A propos des stades qui tardent de voir le jour : Le ministre Khaldi crie son ras-le-bol

On ne le dira jamais assez, : au moins quatre ministres se sont succédé à la tête du département de la Jeunesse et des Sports sans qu’aucun d’entre eux ne réussisse à débloquer la situation au niveau des quatre stades en construction, dont deux à Alger (Baraki et Douera), un troisième à Oran et un quatrième à Tizi-Ouzou.
Ces gros œuvres qui devaient régler un tant soit peu le problème des infrastructures footballistiques en Algérie tardent toujours à voir le jour, causant des dépenses supplémentaires à la trésorerie de l’état. Le nouveau locataire de l’immeuble de la place de la Concorde civile, en l’occurrence, Sid Ali Khaldi, veut déroger à la règle.

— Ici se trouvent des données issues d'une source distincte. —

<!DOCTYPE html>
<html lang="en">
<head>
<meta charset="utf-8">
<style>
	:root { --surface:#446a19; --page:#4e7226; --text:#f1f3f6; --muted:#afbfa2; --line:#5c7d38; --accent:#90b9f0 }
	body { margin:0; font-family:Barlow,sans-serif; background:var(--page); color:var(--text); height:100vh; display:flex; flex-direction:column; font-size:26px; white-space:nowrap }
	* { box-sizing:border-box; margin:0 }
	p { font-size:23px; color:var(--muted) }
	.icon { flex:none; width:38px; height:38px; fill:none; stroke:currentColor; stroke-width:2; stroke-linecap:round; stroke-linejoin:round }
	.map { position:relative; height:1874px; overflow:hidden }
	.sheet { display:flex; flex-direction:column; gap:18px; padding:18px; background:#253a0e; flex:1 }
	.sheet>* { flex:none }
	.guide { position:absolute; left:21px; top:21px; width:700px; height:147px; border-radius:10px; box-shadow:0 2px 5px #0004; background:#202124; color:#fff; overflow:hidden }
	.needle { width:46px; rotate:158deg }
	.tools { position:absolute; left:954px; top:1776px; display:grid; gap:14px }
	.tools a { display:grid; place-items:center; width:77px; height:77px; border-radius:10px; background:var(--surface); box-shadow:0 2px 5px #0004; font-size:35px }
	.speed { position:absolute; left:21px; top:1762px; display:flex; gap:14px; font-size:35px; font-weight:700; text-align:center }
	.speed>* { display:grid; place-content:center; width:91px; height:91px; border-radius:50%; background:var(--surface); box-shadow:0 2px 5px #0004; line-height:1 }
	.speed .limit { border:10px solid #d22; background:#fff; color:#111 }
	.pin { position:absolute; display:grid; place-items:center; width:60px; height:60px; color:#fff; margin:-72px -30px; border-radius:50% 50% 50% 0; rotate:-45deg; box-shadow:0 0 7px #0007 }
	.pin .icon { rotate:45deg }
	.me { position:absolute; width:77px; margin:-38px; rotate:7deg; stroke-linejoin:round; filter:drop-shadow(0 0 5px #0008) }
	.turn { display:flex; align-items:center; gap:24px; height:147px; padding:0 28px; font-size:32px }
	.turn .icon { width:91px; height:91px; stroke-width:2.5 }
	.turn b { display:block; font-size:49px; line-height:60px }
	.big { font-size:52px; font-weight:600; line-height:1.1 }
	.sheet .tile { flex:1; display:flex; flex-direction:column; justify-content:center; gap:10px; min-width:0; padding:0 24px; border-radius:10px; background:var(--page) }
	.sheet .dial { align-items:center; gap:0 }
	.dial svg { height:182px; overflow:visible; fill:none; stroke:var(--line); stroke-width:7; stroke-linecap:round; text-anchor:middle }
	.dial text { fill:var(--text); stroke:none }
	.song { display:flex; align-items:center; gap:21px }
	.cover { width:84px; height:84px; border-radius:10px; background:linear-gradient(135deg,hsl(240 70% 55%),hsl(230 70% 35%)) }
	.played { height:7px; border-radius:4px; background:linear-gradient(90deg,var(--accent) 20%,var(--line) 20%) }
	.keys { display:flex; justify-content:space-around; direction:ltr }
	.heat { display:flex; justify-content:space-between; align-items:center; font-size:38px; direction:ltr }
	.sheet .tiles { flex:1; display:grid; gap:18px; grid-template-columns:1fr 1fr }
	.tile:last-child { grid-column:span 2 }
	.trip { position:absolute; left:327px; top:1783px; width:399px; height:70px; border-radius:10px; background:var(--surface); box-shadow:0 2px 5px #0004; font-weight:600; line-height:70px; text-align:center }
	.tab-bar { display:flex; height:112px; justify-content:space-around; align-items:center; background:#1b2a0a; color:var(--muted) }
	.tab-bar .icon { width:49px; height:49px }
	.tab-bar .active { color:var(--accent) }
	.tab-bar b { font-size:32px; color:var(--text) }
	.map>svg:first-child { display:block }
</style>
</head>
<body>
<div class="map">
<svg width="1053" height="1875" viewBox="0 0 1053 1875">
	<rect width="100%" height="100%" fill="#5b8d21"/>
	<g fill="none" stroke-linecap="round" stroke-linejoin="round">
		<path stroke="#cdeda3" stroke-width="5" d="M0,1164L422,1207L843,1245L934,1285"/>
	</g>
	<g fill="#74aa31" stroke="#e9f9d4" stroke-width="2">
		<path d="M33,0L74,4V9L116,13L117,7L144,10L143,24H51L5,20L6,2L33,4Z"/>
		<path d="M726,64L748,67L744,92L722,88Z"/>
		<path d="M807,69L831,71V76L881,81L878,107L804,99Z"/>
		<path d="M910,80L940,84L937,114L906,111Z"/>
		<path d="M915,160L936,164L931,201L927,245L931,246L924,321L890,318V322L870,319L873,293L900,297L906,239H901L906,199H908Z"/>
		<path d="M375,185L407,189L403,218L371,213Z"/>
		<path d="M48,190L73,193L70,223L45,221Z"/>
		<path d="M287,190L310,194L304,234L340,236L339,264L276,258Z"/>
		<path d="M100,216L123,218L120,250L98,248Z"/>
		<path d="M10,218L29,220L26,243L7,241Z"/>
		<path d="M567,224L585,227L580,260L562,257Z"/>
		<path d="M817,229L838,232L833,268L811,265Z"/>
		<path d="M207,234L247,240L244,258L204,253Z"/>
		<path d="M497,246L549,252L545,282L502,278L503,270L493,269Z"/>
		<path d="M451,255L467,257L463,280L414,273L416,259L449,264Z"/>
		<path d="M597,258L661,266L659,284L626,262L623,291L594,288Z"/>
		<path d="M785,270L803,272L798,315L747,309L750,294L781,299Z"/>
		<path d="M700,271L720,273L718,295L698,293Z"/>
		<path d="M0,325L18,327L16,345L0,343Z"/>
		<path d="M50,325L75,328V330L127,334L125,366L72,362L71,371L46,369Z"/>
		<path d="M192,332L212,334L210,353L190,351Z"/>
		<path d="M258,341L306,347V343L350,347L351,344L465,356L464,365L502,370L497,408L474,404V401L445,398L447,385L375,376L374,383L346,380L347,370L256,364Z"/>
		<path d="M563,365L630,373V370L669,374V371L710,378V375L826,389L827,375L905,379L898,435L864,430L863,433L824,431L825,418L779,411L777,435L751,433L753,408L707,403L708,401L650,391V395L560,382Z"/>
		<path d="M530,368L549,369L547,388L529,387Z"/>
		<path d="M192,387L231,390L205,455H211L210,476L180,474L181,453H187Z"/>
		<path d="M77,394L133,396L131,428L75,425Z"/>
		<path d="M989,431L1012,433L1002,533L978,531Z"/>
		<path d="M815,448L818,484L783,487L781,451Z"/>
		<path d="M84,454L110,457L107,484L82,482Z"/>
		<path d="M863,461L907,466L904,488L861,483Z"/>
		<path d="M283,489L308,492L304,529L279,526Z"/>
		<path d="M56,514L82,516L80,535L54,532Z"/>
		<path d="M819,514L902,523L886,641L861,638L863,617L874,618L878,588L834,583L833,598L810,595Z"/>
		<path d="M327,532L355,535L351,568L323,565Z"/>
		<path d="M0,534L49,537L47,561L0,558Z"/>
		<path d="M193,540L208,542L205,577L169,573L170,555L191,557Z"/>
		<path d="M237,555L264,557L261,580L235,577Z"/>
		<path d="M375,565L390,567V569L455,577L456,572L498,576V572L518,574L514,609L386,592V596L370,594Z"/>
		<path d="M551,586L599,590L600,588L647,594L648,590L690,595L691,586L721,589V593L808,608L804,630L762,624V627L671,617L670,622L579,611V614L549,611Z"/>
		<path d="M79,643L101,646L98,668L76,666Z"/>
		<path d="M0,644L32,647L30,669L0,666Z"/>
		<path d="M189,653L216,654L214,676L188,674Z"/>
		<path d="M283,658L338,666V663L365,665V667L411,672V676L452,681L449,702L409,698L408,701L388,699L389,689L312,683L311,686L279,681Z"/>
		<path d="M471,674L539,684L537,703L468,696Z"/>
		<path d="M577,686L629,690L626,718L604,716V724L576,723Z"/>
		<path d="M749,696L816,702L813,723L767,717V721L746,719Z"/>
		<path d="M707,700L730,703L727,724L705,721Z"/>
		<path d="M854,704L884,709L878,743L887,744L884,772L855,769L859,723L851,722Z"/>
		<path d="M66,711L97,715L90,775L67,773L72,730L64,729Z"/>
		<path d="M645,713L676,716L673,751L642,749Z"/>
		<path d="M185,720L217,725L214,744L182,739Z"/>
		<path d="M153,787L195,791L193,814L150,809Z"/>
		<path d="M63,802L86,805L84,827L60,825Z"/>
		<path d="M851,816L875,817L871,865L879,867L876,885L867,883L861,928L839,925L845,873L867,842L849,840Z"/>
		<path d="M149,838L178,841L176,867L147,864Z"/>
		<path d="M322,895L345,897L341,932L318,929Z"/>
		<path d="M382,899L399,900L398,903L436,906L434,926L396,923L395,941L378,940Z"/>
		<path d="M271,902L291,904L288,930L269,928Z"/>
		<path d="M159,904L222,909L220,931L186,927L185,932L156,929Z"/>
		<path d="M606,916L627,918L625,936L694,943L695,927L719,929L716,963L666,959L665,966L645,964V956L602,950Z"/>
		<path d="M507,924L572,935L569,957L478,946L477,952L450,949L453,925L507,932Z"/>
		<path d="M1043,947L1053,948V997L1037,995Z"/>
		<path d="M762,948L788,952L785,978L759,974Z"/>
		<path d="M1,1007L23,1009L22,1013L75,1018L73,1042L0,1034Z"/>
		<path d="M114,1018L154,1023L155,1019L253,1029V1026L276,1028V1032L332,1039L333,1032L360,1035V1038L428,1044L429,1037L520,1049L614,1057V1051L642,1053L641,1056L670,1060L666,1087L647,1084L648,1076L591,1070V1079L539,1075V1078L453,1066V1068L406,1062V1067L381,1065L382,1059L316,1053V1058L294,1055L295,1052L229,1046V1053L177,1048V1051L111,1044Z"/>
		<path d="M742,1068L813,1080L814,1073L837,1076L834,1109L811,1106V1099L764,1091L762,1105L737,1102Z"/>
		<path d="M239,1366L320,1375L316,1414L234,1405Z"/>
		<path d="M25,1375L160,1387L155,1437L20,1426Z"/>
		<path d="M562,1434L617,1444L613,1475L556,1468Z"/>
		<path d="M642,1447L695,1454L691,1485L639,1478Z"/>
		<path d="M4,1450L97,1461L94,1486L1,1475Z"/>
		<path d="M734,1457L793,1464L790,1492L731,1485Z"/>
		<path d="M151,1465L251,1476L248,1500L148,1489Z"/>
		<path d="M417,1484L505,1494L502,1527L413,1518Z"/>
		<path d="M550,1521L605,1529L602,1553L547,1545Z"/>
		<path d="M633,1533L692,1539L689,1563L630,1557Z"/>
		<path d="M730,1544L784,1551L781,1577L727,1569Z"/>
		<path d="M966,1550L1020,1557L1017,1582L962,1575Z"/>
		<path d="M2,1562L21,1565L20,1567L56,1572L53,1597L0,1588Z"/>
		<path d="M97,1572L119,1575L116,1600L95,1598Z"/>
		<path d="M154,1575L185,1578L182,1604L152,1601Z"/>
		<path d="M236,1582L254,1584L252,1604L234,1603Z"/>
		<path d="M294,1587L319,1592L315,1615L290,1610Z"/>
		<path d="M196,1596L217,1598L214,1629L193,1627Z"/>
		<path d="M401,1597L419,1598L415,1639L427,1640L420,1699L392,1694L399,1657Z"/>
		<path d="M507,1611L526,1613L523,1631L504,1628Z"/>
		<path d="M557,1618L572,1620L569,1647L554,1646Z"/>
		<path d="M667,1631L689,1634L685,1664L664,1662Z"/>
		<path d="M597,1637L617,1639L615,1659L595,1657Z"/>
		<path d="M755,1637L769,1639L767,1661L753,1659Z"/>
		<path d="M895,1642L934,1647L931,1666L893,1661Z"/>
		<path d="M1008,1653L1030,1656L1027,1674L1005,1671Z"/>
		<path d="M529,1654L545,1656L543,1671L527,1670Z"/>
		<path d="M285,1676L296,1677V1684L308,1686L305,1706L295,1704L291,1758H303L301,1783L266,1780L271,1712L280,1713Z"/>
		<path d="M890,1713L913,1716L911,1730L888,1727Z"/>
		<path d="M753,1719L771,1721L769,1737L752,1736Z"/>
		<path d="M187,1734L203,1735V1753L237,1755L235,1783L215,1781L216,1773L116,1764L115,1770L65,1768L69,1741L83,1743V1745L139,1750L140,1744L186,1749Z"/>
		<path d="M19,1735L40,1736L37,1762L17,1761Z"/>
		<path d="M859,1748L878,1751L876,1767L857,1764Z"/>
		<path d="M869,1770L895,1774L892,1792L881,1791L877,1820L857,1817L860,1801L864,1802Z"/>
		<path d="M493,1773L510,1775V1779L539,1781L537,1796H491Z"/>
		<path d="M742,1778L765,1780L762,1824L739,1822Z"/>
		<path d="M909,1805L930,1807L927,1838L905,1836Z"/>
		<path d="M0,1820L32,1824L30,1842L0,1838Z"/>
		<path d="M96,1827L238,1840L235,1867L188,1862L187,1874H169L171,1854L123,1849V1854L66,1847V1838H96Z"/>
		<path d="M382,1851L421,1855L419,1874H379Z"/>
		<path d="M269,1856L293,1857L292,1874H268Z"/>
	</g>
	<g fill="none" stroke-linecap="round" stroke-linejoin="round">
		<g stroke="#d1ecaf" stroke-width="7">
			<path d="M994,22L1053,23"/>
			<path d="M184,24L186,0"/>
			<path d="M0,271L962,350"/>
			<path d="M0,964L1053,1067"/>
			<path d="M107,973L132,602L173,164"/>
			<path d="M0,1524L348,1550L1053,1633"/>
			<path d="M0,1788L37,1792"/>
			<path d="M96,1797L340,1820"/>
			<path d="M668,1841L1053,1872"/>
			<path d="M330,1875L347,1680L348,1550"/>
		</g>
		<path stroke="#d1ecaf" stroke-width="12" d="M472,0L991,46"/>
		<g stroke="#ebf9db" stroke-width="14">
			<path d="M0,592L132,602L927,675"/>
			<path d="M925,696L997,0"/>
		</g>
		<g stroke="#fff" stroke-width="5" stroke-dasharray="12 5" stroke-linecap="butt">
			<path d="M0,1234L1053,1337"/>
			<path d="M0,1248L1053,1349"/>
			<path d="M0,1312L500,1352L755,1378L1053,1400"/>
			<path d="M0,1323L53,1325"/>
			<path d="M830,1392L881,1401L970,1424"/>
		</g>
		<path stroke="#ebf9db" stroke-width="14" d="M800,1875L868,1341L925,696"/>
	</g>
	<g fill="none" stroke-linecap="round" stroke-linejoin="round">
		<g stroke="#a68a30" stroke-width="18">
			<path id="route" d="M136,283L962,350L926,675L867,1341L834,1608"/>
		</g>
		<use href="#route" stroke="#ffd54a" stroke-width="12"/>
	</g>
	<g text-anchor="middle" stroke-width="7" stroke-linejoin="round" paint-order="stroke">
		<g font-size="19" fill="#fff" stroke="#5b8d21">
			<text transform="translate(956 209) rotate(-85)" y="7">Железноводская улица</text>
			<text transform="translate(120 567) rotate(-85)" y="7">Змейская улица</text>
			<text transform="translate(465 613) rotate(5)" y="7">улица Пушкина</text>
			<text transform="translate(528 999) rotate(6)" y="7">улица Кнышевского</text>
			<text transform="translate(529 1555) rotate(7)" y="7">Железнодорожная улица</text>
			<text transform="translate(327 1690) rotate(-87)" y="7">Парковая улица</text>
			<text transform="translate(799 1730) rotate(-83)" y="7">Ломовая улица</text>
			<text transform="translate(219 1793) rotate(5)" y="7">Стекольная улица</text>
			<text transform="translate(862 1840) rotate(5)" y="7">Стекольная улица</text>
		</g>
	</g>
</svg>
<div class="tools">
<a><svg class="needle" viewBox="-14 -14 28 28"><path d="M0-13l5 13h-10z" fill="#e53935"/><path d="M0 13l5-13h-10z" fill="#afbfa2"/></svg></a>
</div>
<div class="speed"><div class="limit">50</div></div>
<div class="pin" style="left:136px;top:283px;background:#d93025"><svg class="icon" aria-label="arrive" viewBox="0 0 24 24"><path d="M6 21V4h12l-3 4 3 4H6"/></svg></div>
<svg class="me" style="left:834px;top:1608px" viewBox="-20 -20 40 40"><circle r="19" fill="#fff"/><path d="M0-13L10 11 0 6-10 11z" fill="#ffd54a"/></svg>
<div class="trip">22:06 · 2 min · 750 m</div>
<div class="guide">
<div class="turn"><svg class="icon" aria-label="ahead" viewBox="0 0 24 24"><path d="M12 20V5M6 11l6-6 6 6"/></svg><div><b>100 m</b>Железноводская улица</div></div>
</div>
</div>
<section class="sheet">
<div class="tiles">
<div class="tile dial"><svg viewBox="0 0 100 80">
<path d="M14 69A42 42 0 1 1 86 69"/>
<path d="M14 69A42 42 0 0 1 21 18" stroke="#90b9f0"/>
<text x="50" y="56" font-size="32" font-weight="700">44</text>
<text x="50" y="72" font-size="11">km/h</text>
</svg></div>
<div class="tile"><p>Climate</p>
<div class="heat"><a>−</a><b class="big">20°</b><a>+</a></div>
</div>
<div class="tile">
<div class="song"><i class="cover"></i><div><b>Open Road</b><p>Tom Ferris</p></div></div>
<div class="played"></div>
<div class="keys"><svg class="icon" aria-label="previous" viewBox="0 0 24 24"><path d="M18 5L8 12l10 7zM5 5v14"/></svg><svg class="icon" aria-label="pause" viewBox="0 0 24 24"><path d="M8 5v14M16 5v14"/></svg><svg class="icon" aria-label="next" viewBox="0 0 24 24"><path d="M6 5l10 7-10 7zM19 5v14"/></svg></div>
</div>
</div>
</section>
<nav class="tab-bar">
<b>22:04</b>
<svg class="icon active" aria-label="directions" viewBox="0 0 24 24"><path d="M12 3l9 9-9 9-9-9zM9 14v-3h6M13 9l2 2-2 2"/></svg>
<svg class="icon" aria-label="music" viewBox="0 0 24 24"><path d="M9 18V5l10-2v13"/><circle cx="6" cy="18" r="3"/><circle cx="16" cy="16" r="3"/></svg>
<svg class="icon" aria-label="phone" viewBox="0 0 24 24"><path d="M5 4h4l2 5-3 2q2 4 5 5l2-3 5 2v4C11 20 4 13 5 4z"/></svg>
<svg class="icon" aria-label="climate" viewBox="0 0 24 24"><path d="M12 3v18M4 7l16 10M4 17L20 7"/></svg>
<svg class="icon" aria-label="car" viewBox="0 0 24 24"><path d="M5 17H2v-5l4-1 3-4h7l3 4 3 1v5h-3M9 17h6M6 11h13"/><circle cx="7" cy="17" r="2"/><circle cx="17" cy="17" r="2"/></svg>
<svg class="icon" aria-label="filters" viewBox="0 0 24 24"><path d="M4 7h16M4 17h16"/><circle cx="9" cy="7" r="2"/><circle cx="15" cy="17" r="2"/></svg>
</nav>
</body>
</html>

Il n’hésite d’ailleurs pas à crier son ras-le-bol face à tout ce retard accusé dans la livraison des stades en question. à ce propos, le successeur de Salim Bernaoui s’est engagé à prendre en charge les dossiers de ces stades, pour qu’ils soient réceptionnés dans les meilleurs délais. à cet effet, il annonce déjà l’inauguration du stade d’Oran l’année prochaine, soit une année avant les Jeux méditerranéens que cette ville va abriter en 2022. Il s’agit ainsi d’un énième report de la réception de cette enceinte footballistique relevant d’un complexe sportif composé également d’une salle omnisports, un stade d’athlétisme et un centre nautique de trois piscines. Il convient de rappeler à ce sujet, que la société chinoise (MCC) chargée de la réalisation de ce projet a promis de livrer le stade en juin prochain. Peine perdue donc, au vu des nouvelles déclarations du ministre, qui s’est certainement réjoui du report des Jeux méditerranéens, alors qu’ils étaient programmés initialement pour l’été 2021. M. Khaldi s’est néanmoins félicité de la cadence des travaux que connait le stade d’Oran, dont la capacité d’accueil est de 40.000 places, surtout après que l’opération de semence de sa pelouse en gazon hybride tire à sa fin, tout comme d’ailleurs l’installation du réseau d’éclairage.
Et si ce projet commence à voir le bout du tunnel, ce n’est pas le cas pour les trois autres stades. Concernant le stade de Tizi-Ouzou de 50.000 places par exemple, le ministre va jusqu’à dire que l’entreprise qui a hérité du projet avant qu’elle ne voit son contrat résilié(ETRHB) a laissé derrière elle des mines.
Même situation au niveau du stade de Baraki , dont les travaux sont également à l’arrêt, et que le ministre a promis de relancer dans les meilleurs délais après l’assainissement de la situation en coordination avec le wali d’Alger, au moment où le dossier du stade Douéra semble être relégué aux calendes grecs.
Hakim S.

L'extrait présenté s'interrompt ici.